What he doesn't understand—has never really understood—is why everyone expects him to be able to fix things. Okay, sure…he supposes if you wanted to go way back and get literal, he in actual fact made this mess, but that's the thing: he made this mess. If he were some infinitely wise grand poobah like they all seem to think he should be, how would that ever even happen?

And that's another thing: who came up with that dumb idea in the first place? What part of "made in his image" do people not understand? Human beings walk out on their responsibilities and screw things up all the time (and don't even get him started on the angels), so why is everyone so damn disappointed when he does it? He's just as selfish, and undependable, and needy, and vain as the next person.

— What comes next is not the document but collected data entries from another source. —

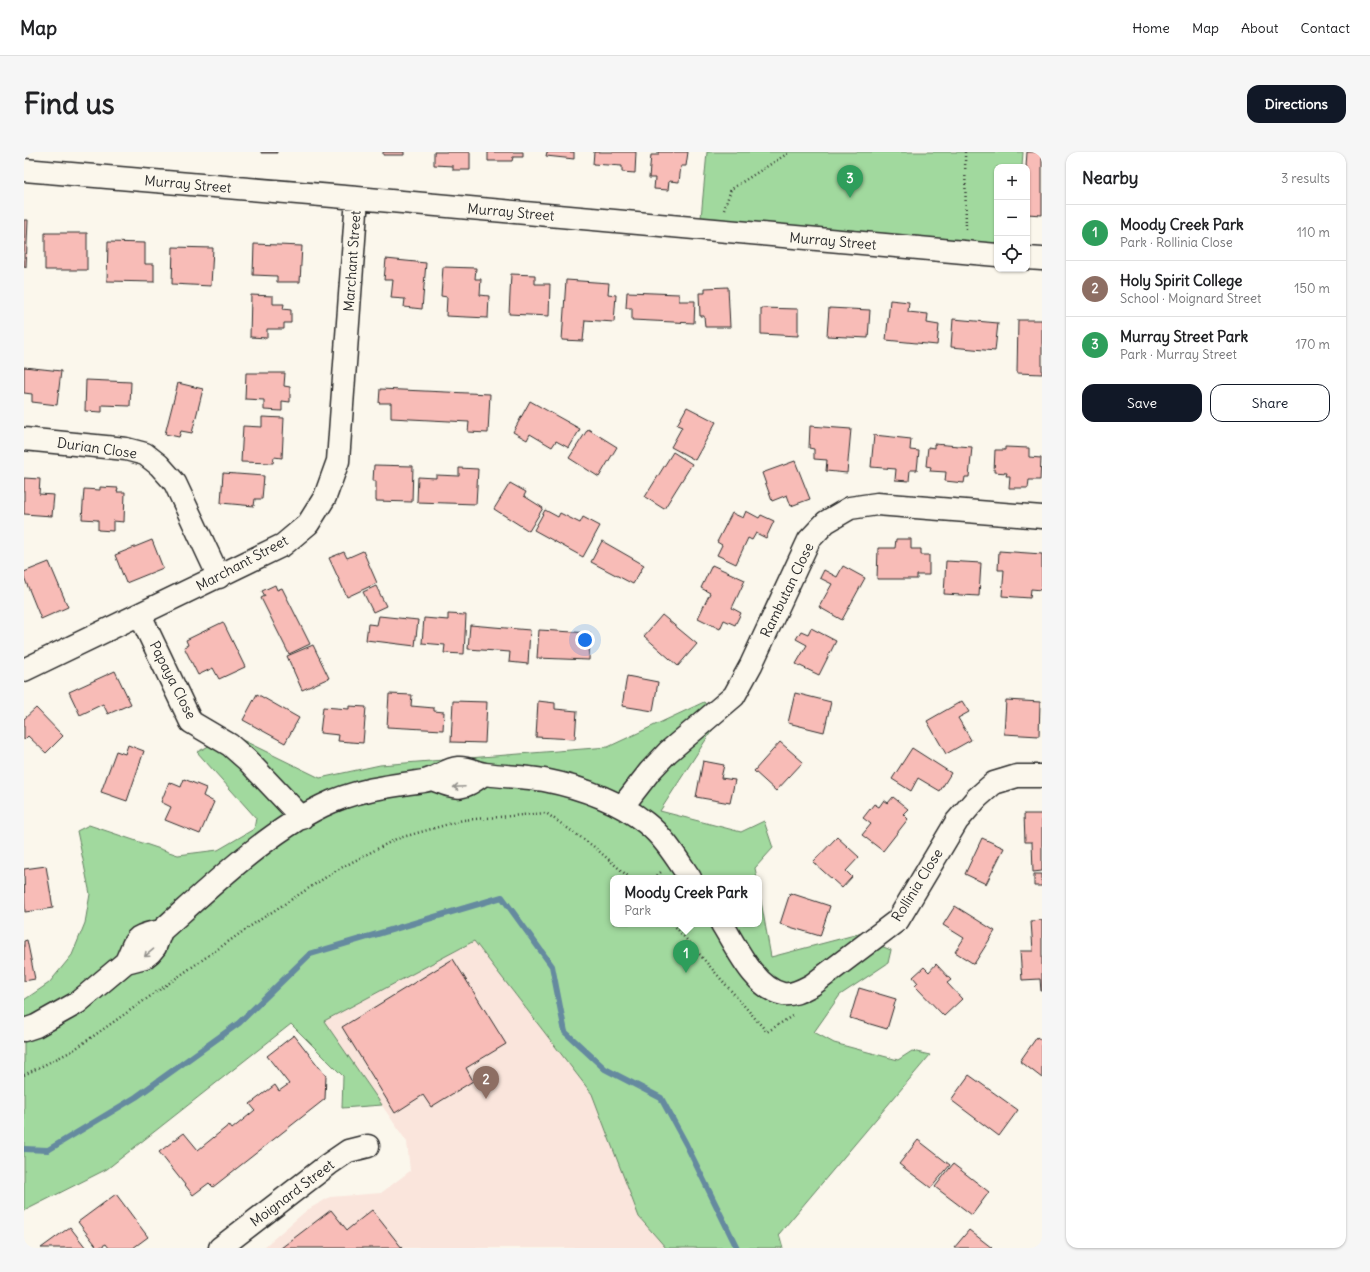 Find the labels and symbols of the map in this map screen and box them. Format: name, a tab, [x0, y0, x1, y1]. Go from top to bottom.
pin: 3	[837, 165, 863, 198]
street label: Murray Street	[144, 171, 233, 197]
street label: Murray Street	[467, 199, 556, 225]
street label: Marchant Street	[339, 210, 365, 312]
street label: Murray Street	[789, 228, 878, 254]
street label: Durian Close	[56, 433, 138, 463]
street label: Marchant Street	[193, 531, 291, 595]
street label: Rambutan Close	[756, 540, 818, 640]
your location	[575, 630, 595, 650]
street label: Papaya Close	[146, 638, 200, 722]
one-way arrow	[453, 783, 466, 790]
street label: Rollinia Close	[887, 845, 947, 925]
pin: 1	[673, 940, 699, 973]
one-way arrow	[144, 948, 154, 957]
pin: 2	[473, 1066, 499, 1099]
street label: Moignard Street	[246, 1155, 338, 1230] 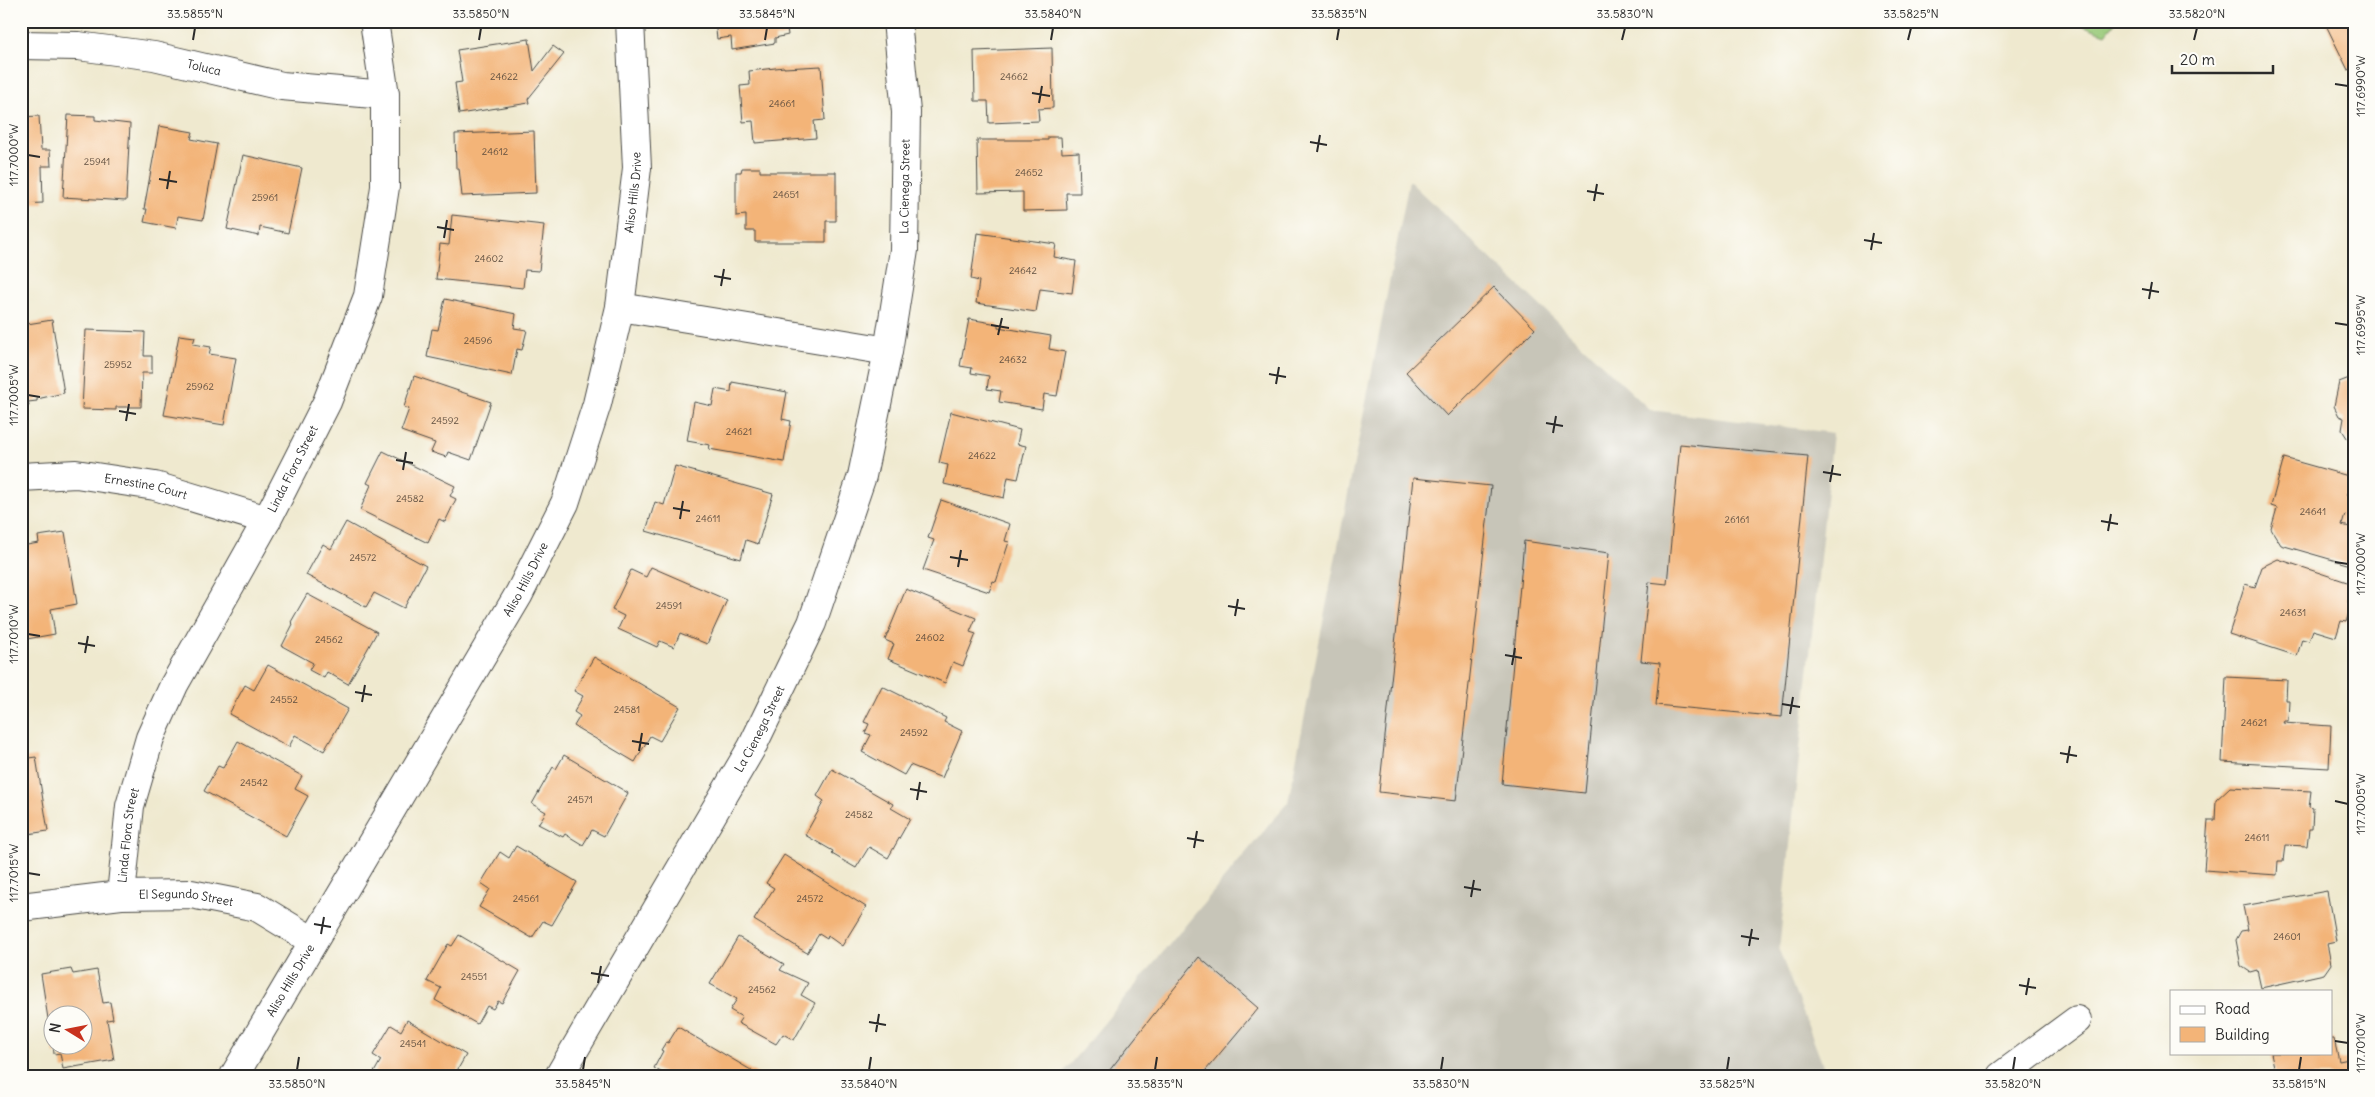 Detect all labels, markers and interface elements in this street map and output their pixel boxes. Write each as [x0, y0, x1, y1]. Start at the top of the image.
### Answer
text: 33.5855°N [167, 6, 223, 21]
text: 33.5850°N [452, 6, 510, 21]
text: 33.5845°N [739, 6, 795, 21]
text: 33.5840°N [1024, 6, 1082, 21]
text: 33.5835°N [1311, 6, 1367, 21]
text: 33.5830°N [1597, 6, 1653, 21]
text: 33.5825°N [1883, 6, 1939, 21]
text: 33.5820°N [2169, 6, 2225, 21]
scale bar [2172, 42, 2274, 74]
text: 20 m [2180, 50, 2215, 69]
text: 117.6990°W [2353, 55, 2368, 117]
street label: Toluca [185, 56, 223, 79]
house number: 24622 [490, 70, 518, 83]
house number: 24662 [1000, 70, 1029, 83]
house number: 24661 [769, 97, 795, 110]
text: 117.7000°W [6, 124, 21, 186]
street label: La Cienega Street [896, 139, 913, 234]
house number: 24612 [482, 145, 509, 158]
street label: Aliso Hills Drive [621, 152, 644, 234]
house number: 25941 [84, 155, 110, 168]
house number: 24652 [1015, 166, 1044, 179]
house number: 24651 [773, 188, 799, 201]
house number: 25961 [252, 191, 278, 204]
house number: 24602 [475, 252, 504, 265]
house number: 24642 [1009, 264, 1038, 277]
text: 117.6995°W [2353, 295, 2368, 355]
house number: 24596 [464, 334, 492, 347]
house number: 24632 [999, 353, 1028, 366]
house number: 25952 [104, 358, 133, 371]
text: 117.7005°W [6, 364, 21, 426]
house number: 25962 [186, 380, 215, 393]
house number: 24592 [431, 414, 460, 427]
street label: Linda Flora Street [264, 423, 321, 515]
house number: 24621 [726, 425, 752, 438]
house number: 24622 [968, 449, 996, 462]
street label: Ernestine Court [103, 470, 189, 502]
house number: 24582 [396, 492, 425, 505]
house number: 24641 [2300, 505, 2326, 518]
house number: 24611 [696, 512, 720, 525]
house number: 26161 [1725, 513, 1749, 526]
text: 117.7000°W [2353, 533, 2368, 595]
street label: Aliso Hills Drive [499, 540, 551, 619]
house number: 24572 [349, 551, 377, 564]
house number: 24591 [656, 599, 682, 612]
text: 117.7010°W [6, 604, 21, 664]
house number: 24631 [2280, 606, 2306, 619]
house number: 24602 [916, 631, 945, 644]
house number: 24562 [315, 633, 344, 646]
street label: La Cienega Street [731, 683, 788, 775]
house number: 24552 [270, 693, 299, 706]
house number: 24581 [614, 703, 640, 716]
house number: 24621 [2241, 716, 2267, 729]
house number: 24592 [900, 726, 929, 739]
text: 117.7005°W [2353, 773, 2368, 835]
house number: 24542 [240, 776, 269, 789]
street label: Linda Flora Street [114, 786, 142, 884]
house number: 24571 [567, 793, 593, 806]
house number: 24582 [845, 808, 874, 821]
house number: 24611 [2245, 831, 2269, 844]
text: 117.7015°W [6, 844, 21, 902]
street label: El Segundo Street [139, 886, 235, 909]
house number: 24561 [513, 892, 539, 905]
house number: 24572 [796, 892, 824, 905]
house number: 24601 [2273, 930, 2301, 943]
street label: Aliso Hills Drive [263, 941, 317, 1019]
house number: 24551 [461, 970, 487, 983]
house number: 24562 [748, 983, 777, 996]
legend [2170, 990, 2332, 1054]
text: Road [2215, 999, 2250, 1018]
north arrow [42, 1004, 92, 1054]
text: 117.7010°W [2353, 1013, 2368, 1073]
text: N [45, 1021, 65, 1034]
text: Building [2215, 1025, 2270, 1044]
house number: 24541 [400, 1037, 426, 1050]
text: 33.5850°N [268, 1076, 326, 1091]
text: 33.5845°N [555, 1076, 611, 1091]
text: 33.5840°N [840, 1076, 898, 1091]
text: 33.5835°N [1127, 1076, 1183, 1091]
text: 33.5830°N [1413, 1076, 1469, 1091]
text: 33.5825°N [1699, 1076, 1755, 1091]
text: 33.5820°N [1985, 1076, 2041, 1091]
text: 33.5815°N [2272, 1076, 2326, 1091]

He's the reason they're that way; parents always pass their worst flaws on to their children.

For fuck's sake, he created two species whose main purpose in life is to love him. How does that not scream "emotionally dependent headcase with sociopathic tendencies?" Yet their expectations of him are so high, so far beyond anything he could ever hope to reach—and whose fault is that? He blames religion. Maybe history a little bit, too. Clearly, one or the other is not getting its point across if there are still people who think that power and infallibility go hand in hand.

But you're God, they all say. If you can't fix this mess, what good are you?

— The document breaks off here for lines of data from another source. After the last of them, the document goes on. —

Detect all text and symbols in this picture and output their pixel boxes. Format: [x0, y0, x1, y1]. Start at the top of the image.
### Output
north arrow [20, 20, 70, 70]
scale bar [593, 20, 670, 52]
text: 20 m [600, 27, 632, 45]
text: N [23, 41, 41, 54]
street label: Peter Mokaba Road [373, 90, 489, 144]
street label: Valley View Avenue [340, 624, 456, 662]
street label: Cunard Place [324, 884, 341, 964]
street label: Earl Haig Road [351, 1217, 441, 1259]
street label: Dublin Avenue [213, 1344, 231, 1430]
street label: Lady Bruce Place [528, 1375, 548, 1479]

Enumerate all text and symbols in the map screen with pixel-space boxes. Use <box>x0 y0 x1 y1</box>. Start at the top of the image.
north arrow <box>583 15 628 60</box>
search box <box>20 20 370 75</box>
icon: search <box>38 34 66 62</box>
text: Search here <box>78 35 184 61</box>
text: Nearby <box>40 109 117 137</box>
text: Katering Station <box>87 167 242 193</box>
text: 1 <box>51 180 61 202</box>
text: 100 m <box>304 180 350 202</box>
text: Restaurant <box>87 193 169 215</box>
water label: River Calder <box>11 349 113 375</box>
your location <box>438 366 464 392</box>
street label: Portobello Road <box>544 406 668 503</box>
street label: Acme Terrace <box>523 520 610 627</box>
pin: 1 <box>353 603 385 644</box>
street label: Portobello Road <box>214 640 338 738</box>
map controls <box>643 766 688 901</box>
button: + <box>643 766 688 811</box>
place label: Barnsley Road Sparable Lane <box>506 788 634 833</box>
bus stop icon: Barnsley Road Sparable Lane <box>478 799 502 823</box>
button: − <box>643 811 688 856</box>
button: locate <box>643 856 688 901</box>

Chuck asks himself that question on an hourly basis. What good is he? He never asked to be God, he just is. Now he's created all of these people and all of these angels, this lovely planet…and what? He can't even face his own angry children and keep them in check? He's just going to hide out here, write his last Word, and watch it all go to hell because his youngest is having a temper tantrum?

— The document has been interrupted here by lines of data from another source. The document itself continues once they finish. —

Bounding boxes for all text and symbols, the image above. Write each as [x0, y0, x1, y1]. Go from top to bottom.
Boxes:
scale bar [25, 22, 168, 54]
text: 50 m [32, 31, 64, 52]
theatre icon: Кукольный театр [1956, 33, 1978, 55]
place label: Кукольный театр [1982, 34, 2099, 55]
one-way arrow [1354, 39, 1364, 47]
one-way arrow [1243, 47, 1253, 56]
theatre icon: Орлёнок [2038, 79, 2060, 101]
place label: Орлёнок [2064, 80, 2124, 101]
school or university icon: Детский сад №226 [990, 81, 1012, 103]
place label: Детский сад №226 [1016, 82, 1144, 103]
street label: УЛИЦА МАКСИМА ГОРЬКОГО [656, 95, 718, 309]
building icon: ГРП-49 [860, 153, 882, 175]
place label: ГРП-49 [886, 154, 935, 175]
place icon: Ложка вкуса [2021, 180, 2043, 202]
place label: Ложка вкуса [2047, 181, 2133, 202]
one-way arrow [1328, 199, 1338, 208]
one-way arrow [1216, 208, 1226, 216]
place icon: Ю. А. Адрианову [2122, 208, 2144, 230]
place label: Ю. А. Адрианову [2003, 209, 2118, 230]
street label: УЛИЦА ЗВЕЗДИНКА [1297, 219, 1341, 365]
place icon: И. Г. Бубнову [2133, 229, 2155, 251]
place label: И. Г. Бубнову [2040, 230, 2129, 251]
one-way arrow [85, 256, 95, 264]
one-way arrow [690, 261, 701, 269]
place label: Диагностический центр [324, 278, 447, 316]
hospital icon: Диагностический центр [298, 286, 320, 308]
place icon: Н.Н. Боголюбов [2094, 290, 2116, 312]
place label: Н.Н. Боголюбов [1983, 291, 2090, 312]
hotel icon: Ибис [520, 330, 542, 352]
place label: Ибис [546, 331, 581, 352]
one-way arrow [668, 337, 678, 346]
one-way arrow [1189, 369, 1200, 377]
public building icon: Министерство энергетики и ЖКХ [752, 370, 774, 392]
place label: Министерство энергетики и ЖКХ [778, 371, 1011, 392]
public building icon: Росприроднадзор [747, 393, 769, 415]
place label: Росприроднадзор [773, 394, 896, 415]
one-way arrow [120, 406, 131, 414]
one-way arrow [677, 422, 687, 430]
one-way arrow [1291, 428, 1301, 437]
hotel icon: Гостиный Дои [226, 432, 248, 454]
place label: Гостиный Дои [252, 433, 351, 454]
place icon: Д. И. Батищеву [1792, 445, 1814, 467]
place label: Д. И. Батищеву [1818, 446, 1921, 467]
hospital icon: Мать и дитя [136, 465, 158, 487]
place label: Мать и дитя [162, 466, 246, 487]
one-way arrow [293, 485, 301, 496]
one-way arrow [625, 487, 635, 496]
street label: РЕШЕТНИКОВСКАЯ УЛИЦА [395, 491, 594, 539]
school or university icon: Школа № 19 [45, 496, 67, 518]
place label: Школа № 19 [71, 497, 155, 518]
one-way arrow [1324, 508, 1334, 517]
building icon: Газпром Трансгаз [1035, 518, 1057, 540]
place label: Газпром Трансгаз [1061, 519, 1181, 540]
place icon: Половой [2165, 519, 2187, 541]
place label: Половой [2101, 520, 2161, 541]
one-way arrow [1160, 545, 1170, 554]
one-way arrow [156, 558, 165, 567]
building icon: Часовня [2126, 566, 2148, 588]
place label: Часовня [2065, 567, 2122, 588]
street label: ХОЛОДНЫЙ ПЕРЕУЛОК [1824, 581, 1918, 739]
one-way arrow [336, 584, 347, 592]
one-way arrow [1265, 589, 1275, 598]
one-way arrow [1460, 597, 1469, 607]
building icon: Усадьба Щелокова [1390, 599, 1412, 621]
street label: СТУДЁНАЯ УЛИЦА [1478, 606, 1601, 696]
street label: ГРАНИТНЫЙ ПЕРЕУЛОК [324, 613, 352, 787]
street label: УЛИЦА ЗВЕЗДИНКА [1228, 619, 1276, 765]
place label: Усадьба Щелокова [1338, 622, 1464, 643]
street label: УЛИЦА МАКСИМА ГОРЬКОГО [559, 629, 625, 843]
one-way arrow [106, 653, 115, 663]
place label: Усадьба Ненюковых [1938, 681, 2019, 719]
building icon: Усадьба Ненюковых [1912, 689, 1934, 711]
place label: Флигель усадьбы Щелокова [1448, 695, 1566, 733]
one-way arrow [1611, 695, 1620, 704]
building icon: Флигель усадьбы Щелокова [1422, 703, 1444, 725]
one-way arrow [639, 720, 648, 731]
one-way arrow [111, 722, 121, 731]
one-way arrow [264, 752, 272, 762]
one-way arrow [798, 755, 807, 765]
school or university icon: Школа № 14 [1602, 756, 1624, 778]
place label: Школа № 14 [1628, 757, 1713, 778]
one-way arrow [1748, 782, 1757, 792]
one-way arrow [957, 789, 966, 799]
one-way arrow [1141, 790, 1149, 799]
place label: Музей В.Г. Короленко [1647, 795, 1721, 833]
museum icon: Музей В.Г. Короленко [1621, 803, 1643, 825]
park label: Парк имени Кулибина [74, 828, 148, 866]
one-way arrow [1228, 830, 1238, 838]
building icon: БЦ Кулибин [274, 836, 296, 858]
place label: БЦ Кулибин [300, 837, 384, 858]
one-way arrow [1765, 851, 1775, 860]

Yeah, okay. Yeah. That's exactly what he's going to do.

He's sure anyone would call him a coward, and they wouldn't be wrong. But does anyone try to see this from his point of view? Well, no. They don't. They just expect him to fix problems because he's God. None of them ever think he might have feelings. To tell the truth, none of them really believe he's there until they need him badly enough that they have no better options. Even to the supposedly devout ones, he's an eventuality. An ace in the hole. When he was younger it didn't bother him so much, but now?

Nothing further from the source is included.